By Matt Waine
In early December, mechanical workers (plumbers, fitters and welders) who are members of Unite voted to accept a pay increase worth 9.9% over two years. This will see the basic rate for mechanical workers increase from €26.32/hour to over €29/hour. Unlike previous pay deals, the union is free to ballot members at any stage, should inflation further erode workers’ take home pay.
A key factor in this dispute was the crippling effects of the cost of living over the past two years that saw workers’ incomes shrink as inflation drove prices for basic commodities to record levels. The anger at spiralling costs for housing, energy and food was further fueled by the announcement of massive spikes in profits posted by major construction contractors – proof that the main driving force behind inflation was not global political instability and war, but rather the greed of employers who sought to profit off instability and war.
However, the most important factor was a union that was willing to go the distance in delivering a real pay rise for its members. Where other unions were content to settle for the crumbs from the bosses table, Unite deployed a strategy to mobilise and engage their members to fight for more. The deal agreed by Unite was 4.5% more than the initial Labour Court Recommendation.
Emboldened union members
The threat of industrial action was not mere shadow-boxing. Mechanical workers had already shown their willingness to strike in March 2023 with a one-day shut down on the Pfizer and Intel projects. And it was this action that forced the employers to make the initial offer of a 3% increase this year, followed by a paltry 1.9% next year.
Emboldened by the strike action in March, members overwhelmingly rejected that offer and instead directed the union to ballot all members across the sector. The ballot was a resounding 92% in favour of strike action across 30 companies.
Faced with the prospect of the entire construction sector being disrupted, the employers caved in, offered talks and conceded the 9.9% increase.
Movement needs radical reorientation
For 40 years, the trade union movement has been in decline. Membership has plummeted to 25% density, whereas in the 1960s over 60% of workers were represented by unions. Social partnership, and a plethora of anti-union legislation, has sucked much of the life out of our movement. For many workers, unions offer only a legacy of betrayal and sell out. An existential crisis confronts the trade union movement.
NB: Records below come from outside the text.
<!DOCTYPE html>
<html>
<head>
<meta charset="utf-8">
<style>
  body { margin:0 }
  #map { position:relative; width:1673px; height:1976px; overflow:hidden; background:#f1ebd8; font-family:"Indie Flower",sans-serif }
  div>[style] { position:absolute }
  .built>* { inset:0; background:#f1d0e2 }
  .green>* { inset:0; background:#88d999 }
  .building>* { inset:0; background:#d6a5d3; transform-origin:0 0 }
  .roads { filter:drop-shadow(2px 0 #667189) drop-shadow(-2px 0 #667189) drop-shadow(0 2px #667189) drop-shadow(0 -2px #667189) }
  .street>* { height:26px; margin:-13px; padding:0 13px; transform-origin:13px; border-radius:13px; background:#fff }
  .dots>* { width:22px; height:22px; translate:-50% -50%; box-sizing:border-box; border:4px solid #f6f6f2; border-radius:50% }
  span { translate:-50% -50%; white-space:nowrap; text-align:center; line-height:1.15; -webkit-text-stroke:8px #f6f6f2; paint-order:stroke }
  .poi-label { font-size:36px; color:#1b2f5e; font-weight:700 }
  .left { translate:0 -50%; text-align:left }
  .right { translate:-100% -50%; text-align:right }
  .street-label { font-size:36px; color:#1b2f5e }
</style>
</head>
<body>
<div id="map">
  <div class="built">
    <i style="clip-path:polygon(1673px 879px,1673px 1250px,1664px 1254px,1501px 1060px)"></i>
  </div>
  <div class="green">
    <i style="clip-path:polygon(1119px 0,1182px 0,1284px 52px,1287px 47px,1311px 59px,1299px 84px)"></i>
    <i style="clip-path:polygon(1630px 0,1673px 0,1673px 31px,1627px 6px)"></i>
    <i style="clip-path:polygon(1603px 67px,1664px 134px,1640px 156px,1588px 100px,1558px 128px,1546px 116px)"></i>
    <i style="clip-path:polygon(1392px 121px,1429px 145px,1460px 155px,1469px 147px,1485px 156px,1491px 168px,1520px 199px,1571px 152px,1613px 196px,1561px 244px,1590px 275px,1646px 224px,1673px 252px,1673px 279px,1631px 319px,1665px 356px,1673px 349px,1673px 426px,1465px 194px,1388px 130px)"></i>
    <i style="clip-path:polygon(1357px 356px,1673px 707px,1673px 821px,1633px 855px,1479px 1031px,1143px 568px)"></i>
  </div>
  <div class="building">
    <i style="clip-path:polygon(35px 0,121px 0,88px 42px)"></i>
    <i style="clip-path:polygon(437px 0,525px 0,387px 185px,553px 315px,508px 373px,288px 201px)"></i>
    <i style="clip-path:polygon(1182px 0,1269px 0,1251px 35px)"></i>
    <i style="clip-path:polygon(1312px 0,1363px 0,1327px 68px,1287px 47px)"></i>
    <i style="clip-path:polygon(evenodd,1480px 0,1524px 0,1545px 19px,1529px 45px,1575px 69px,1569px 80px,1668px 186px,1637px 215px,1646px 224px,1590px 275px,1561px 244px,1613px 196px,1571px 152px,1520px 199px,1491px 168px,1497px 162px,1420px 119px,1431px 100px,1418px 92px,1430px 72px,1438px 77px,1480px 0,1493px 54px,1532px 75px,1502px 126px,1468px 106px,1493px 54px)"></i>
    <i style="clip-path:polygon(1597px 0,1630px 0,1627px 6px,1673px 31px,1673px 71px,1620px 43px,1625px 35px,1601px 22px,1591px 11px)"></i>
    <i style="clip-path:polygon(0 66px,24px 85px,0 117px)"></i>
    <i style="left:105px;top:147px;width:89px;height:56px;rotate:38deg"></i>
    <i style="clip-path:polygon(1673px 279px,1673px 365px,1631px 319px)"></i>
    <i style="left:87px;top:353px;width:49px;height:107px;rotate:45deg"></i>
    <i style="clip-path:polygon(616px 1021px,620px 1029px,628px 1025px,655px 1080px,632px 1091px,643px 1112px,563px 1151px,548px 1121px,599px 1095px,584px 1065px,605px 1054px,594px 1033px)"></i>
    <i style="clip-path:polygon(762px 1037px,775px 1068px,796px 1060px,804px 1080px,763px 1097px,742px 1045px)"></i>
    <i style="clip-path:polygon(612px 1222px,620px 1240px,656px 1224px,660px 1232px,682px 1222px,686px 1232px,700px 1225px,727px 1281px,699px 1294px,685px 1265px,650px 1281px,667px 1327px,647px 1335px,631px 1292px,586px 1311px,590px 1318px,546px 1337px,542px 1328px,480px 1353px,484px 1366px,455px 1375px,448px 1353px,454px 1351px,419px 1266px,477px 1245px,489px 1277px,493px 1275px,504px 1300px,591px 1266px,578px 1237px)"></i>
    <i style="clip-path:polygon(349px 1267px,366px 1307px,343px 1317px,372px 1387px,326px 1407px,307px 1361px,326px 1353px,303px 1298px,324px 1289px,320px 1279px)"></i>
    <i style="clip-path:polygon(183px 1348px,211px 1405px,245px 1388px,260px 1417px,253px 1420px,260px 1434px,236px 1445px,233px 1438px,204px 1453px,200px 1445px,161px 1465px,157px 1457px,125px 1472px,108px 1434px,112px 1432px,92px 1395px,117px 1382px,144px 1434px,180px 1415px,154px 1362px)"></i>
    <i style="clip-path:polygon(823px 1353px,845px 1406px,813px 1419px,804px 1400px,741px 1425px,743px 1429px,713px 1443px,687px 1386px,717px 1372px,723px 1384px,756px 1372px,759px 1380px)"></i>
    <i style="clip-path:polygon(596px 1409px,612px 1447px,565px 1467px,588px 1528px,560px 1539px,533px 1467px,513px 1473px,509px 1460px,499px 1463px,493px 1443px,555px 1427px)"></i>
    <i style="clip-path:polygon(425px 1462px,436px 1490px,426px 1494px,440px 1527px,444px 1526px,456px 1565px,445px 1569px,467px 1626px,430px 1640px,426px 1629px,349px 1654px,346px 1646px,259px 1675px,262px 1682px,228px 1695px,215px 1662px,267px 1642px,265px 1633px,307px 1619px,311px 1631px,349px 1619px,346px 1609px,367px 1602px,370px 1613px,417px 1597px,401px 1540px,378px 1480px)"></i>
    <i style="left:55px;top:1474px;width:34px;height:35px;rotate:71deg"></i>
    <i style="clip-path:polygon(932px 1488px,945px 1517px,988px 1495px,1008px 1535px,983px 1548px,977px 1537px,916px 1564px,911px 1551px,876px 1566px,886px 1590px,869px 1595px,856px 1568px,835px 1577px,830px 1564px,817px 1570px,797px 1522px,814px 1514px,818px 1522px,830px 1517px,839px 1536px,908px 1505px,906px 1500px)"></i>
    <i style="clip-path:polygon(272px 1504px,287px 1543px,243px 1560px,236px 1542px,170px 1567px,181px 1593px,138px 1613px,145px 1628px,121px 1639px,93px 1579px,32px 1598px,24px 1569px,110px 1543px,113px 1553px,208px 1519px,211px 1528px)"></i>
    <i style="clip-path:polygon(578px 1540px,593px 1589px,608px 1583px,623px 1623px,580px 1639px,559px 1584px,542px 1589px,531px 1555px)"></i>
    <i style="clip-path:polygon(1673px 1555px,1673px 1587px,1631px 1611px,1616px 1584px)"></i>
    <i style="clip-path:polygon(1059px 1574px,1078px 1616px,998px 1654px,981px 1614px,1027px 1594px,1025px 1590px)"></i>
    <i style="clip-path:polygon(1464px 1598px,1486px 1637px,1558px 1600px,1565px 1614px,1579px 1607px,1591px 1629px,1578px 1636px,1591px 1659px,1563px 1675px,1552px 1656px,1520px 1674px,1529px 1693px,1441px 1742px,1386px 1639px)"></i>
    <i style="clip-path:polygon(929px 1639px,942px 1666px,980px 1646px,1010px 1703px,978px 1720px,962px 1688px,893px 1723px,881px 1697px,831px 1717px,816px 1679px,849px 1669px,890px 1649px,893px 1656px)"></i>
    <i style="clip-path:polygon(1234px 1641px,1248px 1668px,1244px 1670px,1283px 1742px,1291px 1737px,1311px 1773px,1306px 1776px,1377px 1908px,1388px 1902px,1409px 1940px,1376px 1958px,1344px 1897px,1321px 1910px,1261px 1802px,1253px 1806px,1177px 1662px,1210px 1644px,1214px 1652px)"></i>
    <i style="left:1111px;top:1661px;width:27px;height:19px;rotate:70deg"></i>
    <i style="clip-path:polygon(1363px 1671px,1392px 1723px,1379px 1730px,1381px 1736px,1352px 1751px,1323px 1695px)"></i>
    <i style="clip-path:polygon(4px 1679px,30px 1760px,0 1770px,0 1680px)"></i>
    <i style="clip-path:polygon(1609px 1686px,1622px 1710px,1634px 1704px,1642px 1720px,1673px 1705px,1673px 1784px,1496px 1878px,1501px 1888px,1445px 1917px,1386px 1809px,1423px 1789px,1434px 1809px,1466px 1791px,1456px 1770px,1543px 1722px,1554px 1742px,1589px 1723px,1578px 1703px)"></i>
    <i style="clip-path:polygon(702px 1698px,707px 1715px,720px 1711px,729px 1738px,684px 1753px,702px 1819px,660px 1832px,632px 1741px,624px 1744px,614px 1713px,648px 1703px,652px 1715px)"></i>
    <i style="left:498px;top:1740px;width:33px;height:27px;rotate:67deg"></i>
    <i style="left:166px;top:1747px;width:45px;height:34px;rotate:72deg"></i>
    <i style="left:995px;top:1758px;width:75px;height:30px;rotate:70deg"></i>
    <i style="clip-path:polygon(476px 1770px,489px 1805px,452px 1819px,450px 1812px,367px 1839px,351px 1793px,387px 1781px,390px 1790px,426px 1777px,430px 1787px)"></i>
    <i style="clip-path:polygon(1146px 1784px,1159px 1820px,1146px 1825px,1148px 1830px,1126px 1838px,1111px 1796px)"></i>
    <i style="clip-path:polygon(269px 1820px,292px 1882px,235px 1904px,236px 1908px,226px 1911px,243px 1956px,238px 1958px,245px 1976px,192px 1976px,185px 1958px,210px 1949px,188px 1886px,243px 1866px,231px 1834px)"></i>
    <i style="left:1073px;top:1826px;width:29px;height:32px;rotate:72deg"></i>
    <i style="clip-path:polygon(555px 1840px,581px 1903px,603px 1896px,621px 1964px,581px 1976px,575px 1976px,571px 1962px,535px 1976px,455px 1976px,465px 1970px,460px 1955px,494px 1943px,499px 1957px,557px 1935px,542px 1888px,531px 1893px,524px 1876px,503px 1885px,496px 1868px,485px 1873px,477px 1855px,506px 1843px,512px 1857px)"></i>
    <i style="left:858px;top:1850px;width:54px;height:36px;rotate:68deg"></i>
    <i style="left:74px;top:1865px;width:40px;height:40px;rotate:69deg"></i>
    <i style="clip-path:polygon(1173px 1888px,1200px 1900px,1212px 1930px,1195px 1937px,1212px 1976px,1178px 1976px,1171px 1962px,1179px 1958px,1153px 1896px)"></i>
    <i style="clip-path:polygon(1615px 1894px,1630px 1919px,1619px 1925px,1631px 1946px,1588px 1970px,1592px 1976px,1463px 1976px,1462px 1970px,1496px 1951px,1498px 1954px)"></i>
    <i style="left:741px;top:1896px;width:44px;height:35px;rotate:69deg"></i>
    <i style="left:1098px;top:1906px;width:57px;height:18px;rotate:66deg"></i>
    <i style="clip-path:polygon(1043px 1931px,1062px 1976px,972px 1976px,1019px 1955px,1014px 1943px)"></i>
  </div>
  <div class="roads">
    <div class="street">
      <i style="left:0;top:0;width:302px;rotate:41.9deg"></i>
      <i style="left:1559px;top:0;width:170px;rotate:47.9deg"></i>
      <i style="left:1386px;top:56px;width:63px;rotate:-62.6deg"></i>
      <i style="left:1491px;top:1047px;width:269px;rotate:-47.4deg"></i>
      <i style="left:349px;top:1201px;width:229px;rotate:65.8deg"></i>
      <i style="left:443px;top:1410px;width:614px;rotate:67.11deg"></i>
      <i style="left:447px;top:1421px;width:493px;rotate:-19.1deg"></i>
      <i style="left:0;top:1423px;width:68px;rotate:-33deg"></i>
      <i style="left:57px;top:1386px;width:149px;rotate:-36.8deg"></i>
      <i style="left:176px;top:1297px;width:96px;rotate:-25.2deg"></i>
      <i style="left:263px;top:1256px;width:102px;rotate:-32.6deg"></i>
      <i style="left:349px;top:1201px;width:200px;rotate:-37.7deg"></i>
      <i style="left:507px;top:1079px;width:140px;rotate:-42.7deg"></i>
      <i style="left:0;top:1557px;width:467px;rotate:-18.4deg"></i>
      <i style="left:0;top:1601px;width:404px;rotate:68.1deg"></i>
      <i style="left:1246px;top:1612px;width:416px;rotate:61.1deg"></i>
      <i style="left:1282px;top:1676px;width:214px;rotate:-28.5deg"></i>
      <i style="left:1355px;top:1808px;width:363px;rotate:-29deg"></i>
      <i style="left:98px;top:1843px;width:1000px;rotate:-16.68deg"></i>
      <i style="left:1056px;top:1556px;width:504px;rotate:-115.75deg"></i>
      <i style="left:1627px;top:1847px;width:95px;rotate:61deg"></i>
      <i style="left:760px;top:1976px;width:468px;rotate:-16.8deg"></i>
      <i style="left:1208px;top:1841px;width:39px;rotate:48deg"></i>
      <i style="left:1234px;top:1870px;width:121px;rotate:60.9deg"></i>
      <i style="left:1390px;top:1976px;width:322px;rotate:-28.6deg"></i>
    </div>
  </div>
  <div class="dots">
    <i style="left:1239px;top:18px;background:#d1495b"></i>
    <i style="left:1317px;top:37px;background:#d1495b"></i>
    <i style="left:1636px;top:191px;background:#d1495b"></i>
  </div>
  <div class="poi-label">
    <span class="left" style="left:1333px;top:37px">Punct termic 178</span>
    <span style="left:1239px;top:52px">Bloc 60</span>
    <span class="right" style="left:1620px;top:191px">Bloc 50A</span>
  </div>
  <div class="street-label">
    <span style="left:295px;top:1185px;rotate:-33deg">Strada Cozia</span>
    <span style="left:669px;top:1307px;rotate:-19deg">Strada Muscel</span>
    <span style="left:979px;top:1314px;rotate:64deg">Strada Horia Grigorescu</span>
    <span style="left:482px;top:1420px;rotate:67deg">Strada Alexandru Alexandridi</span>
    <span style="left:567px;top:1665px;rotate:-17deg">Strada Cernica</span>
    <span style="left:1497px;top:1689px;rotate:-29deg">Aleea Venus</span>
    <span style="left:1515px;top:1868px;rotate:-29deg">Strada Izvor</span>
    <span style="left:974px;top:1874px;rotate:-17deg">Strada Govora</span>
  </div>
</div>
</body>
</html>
The culture of social partnership needs to be abandoned. What replaces it is what needs to be discussed and considered by all serious union activists. The election of Sharon Graham as General Secretary of Unite (covering the UK and Ireland) has seen the union pivot back to the workplace and the shop floor. This strategy has seen union membership jump by 30,000 over the last year. Since Graham’s election, Unite has been involved in over 700 disputes, with an 80% win rate.